### WHAT YOU ARE ASKED TO DO
Extract every line below that contains the word "Order".

= = = = =

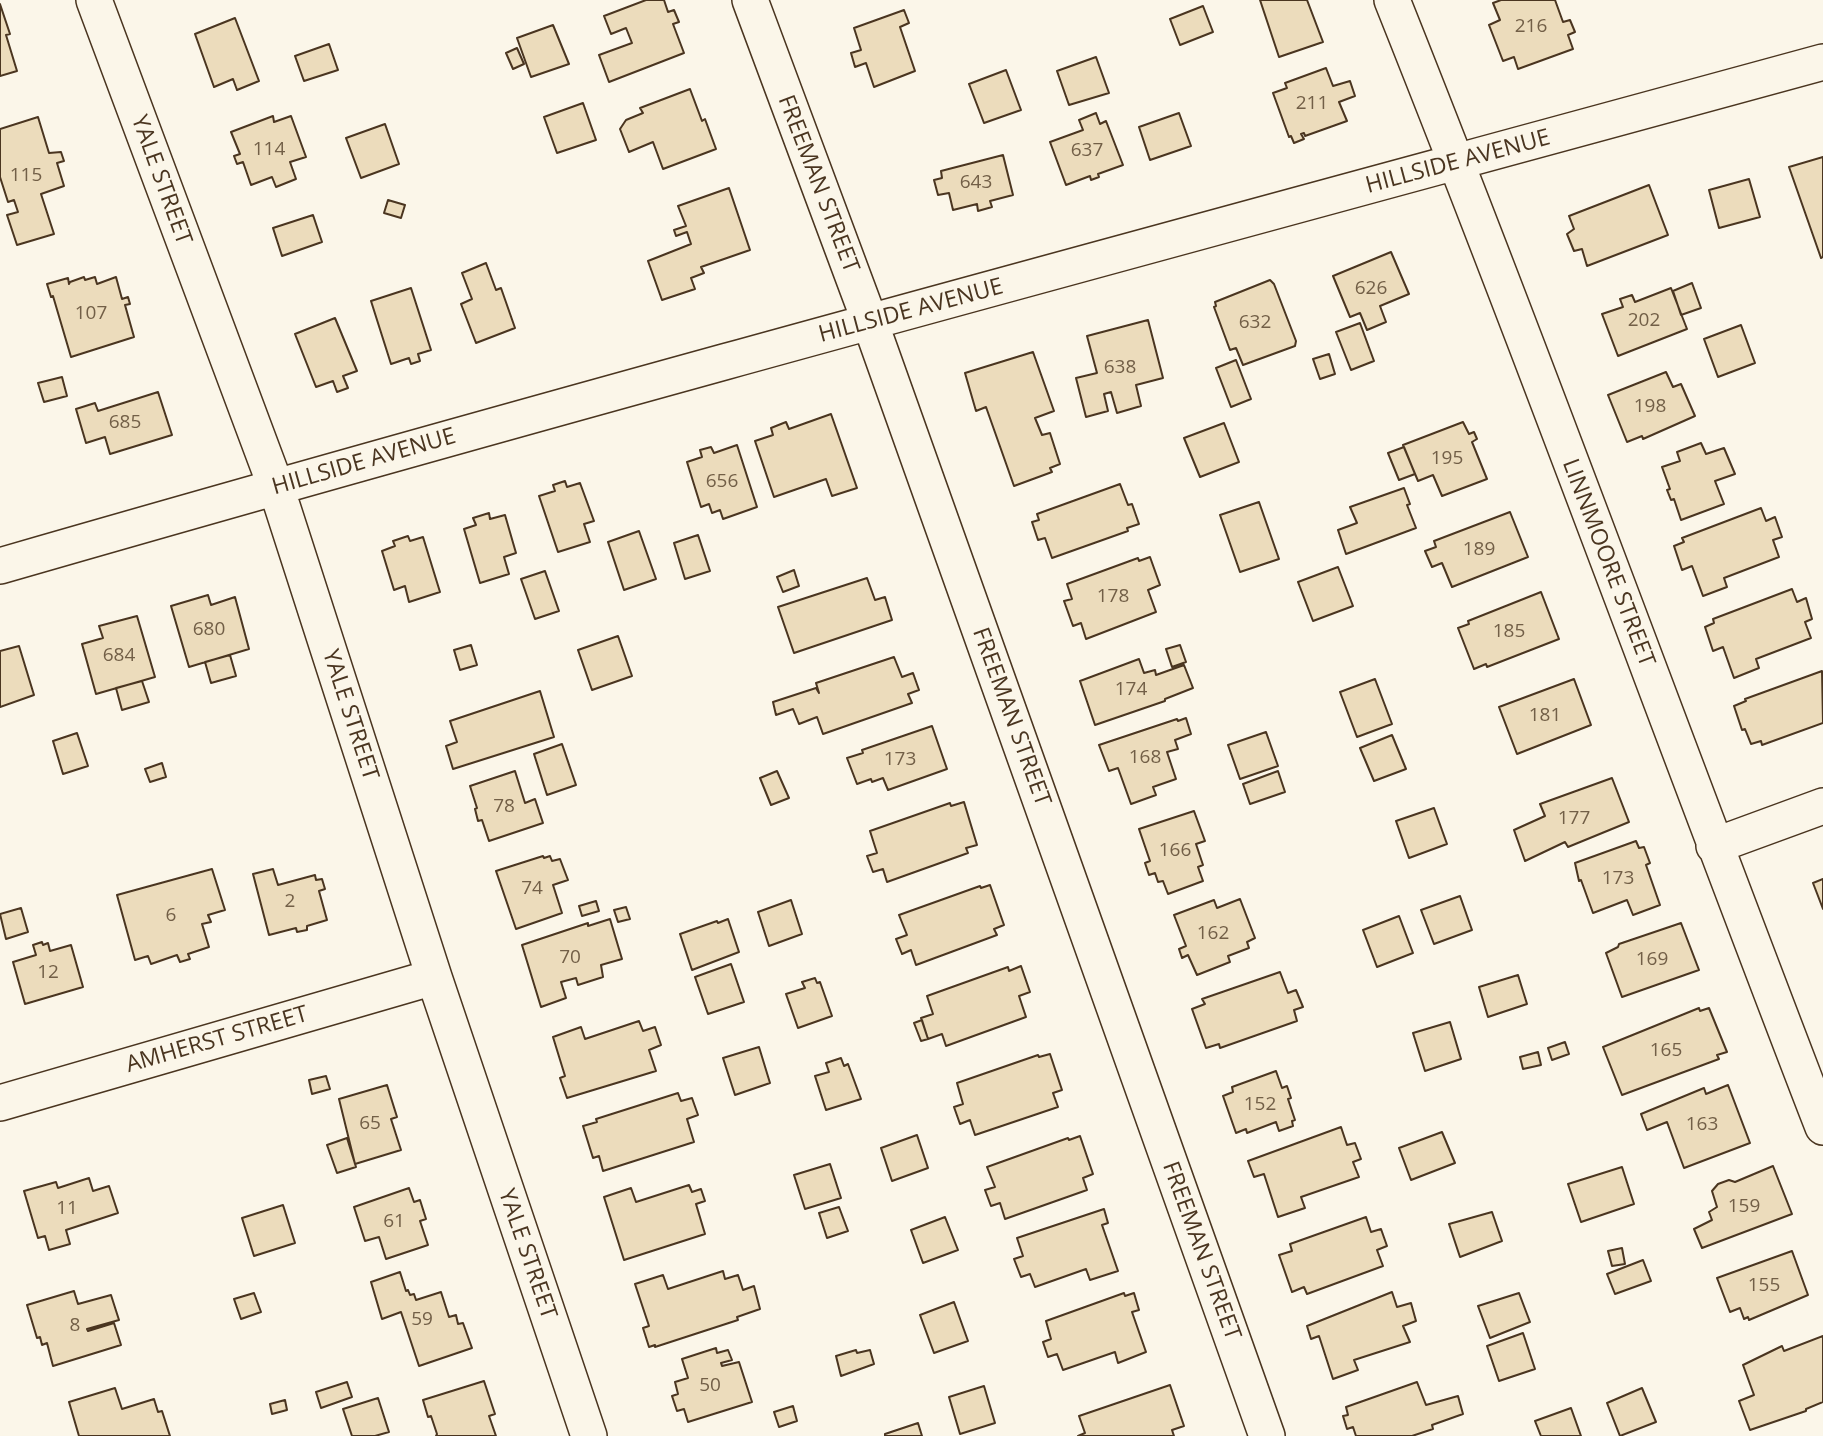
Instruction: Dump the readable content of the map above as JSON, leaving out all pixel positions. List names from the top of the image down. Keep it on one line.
{"streets":{"street":["HILLSIDE AVENUE","YALE STREET","FREEMAN STREET","LINNMOORE STREET","AMHERST STREET"]},"crossings":[["HILLSIDE AVENUE","YALE STREET"],["HILLSIDE AVENUE","FREEMAN STREET"],["HILLSIDE AVENUE","LINNMOORE STREET"],["YALE STREET","AMHERST STREET"]],"house_numbers":["216","211","114","637","115","643","626","107","202","632","638","198","685","195","656","189","178","680","185","684","174","181","168","173","78","177","166","173","74","2","6","162","70","169","12","165","152","65","163","159","11","61","155","59","8","50"]}
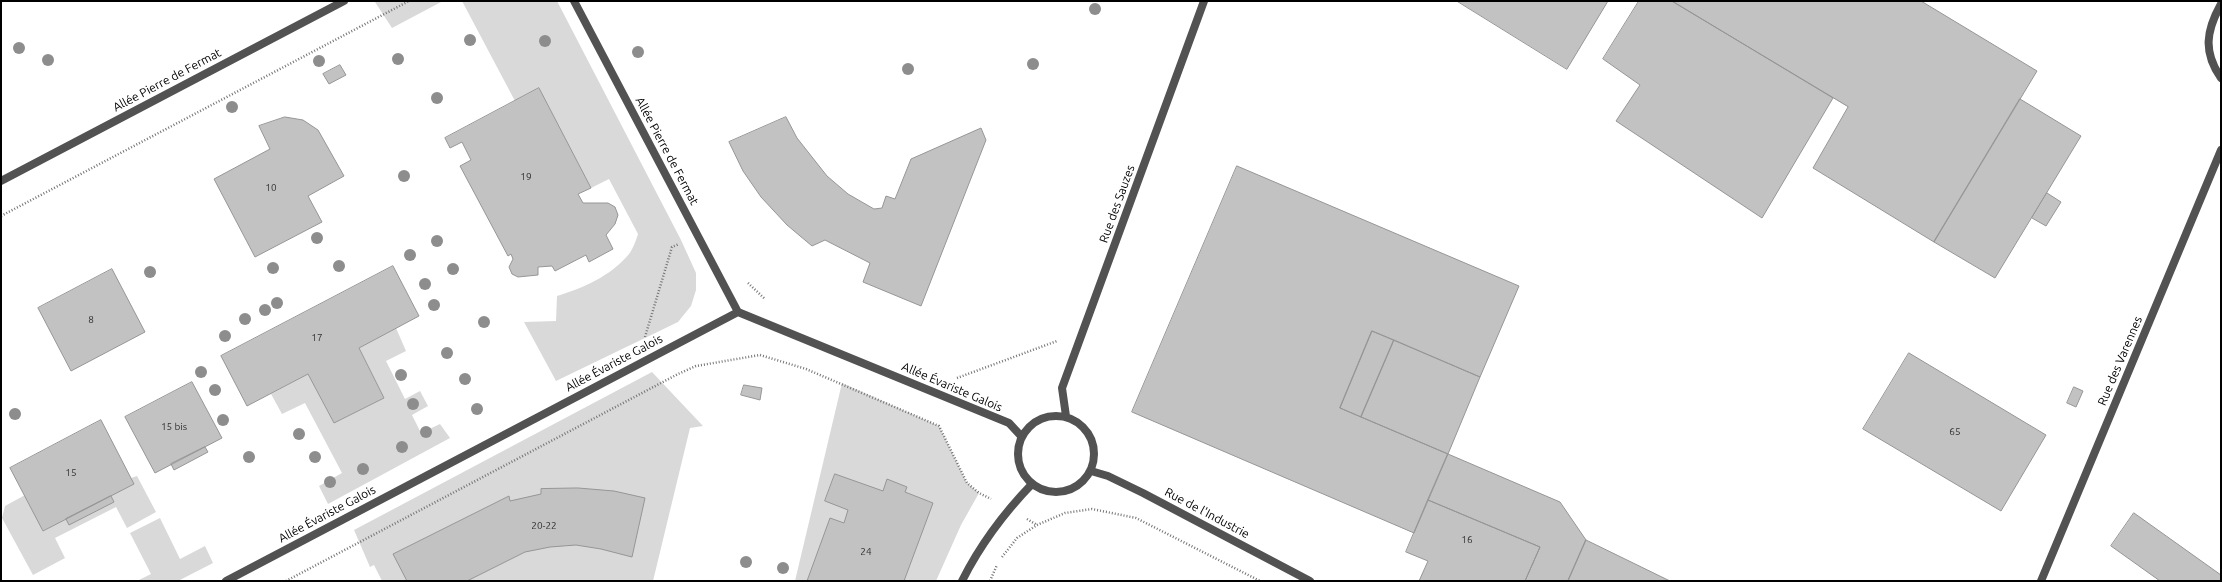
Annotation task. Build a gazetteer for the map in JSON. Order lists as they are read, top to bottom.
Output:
{
  "streets": {
    "street": [
      "Allée Pierre de Fermat",
      "Rue des Sauzes",
      "Rue des Varennes",
      "Allée Évariste Galois",
      "Rue de l'Industrie"
    ]
  },
  "crossings": [
    ["Allée Pierre de Fermat", "Allée Évariste Galois"],
    ["Rue des Sauzes", "Allée Évariste Galois"],
    ["Rue des Sauzes", "Rue de l'Industrie"],
    ["Allée Évariste Galois", "Rue de l'Industrie"]
  ],
  "house_numbers": [
    "19",
    "10",
    "8",
    "17",
    "15 bis",
    "65",
    "15",
    "20-22",
    "16",
    "24"
  ]
}
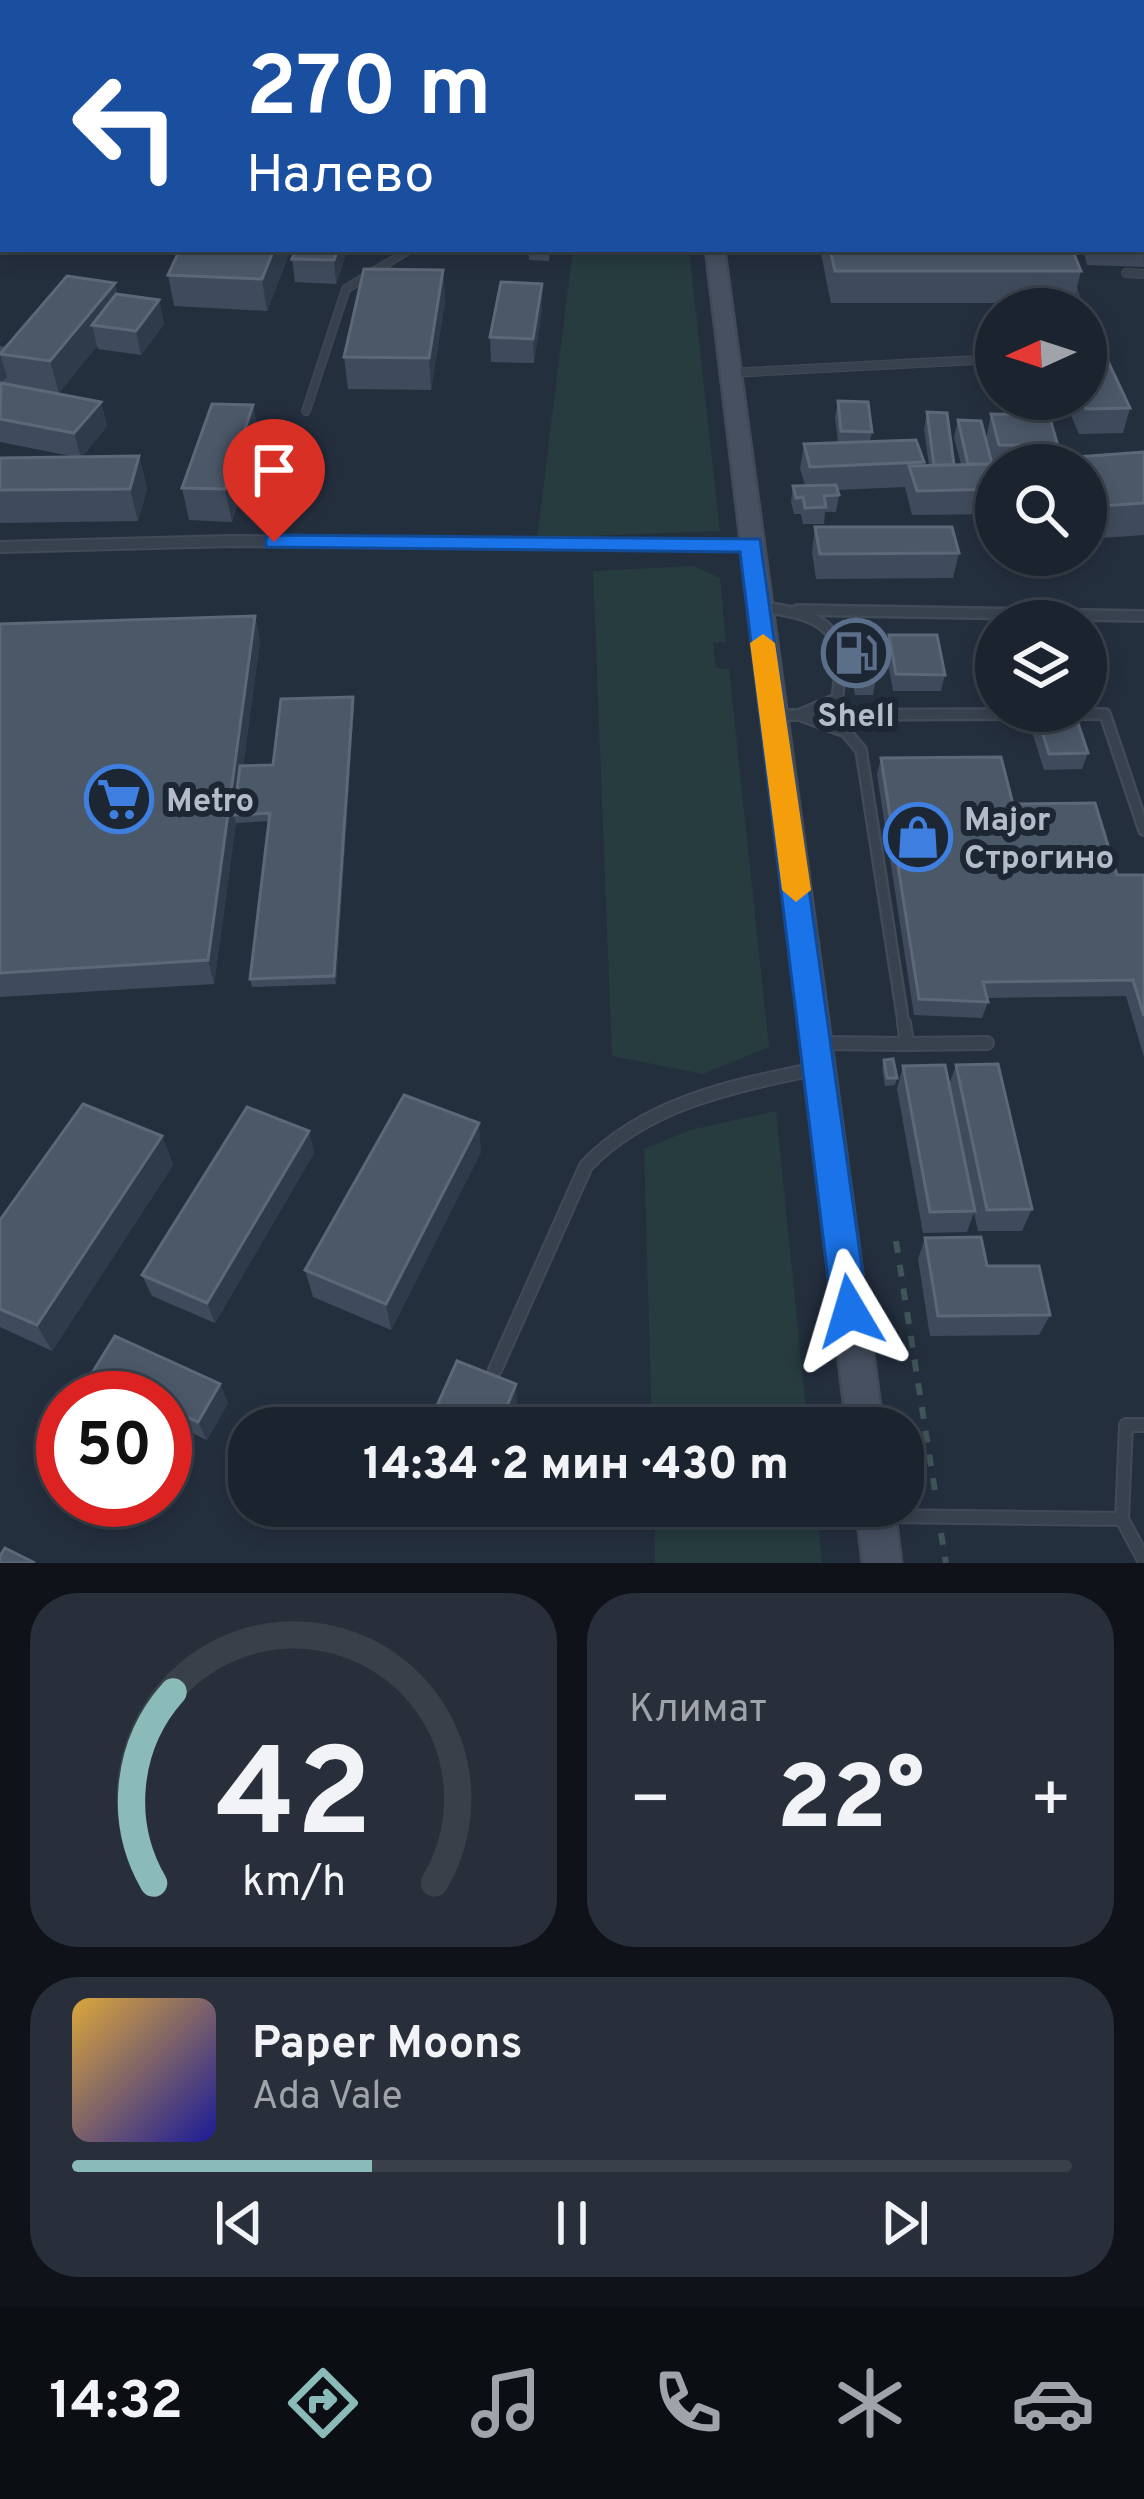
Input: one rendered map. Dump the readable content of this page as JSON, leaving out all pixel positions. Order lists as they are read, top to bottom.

= = = = =

### TASK ANSWER
Annotation task. Build a gazetteer for the map in JSON. Order lists as they are read, top to bottom.
Input: one rendered map. Dump the readable content of this page as JSON, leaving out all pixel positions. Order lists as they are read, top to bottom.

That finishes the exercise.